▼

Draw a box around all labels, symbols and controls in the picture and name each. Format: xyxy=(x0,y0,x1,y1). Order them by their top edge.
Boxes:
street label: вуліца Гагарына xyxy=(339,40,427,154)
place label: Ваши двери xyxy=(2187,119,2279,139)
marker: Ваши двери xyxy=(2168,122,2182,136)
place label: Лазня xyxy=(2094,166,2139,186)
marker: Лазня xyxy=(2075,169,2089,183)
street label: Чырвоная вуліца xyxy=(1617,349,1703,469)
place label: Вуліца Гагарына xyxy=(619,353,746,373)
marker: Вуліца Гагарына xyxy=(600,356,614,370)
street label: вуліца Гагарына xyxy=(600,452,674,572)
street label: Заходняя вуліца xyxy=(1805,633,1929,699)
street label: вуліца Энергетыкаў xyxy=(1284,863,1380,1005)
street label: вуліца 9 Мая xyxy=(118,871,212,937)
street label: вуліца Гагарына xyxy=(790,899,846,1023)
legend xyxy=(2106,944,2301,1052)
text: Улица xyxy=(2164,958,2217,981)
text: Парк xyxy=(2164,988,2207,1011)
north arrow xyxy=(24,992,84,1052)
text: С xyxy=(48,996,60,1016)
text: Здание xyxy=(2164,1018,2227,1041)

▲

WHAT TO DO:
The output should be the entire listing, exactly as it is.

EXERCISE RESPONSE:
Draw a box around all labels, symbols and controls in the picture and name each. Format: xyxy=(x0,y0,x1,y1). Order them by their top edge.
Boxes:
street label: вуліца Гагарына xyxy=(339,40,427,154)
place label: Ваши двери xyxy=(2187,119,2279,139)
marker: Ваши двери xyxy=(2168,122,2182,136)
place label: Лазня xyxy=(2094,166,2139,186)
marker: Лазня xyxy=(2075,169,2089,183)
street label: Чырвоная вуліца xyxy=(1617,349,1703,469)
place label: Вуліца Гагарына xyxy=(619,353,746,373)
marker: Вуліца Гагарына xyxy=(600,356,614,370)
street label: вуліца Гагарына xyxy=(600,452,674,572)
street label: Заходняя вуліца xyxy=(1805,633,1929,699)
street label: вуліца Энергетыкаў xyxy=(1284,863,1380,1005)
street label: вуліца 9 Мая xyxy=(118,871,212,937)
street label: вуліца Гагарына xyxy=(790,899,846,1023)
legend xyxy=(2106,944,2301,1052)
text: Улица xyxy=(2164,958,2217,981)
text: Парк xyxy=(2164,988,2207,1011)
north arrow xyxy=(24,992,84,1052)
text: С xyxy=(48,996,60,1016)
text: Здание xyxy=(2164,1018,2227,1041)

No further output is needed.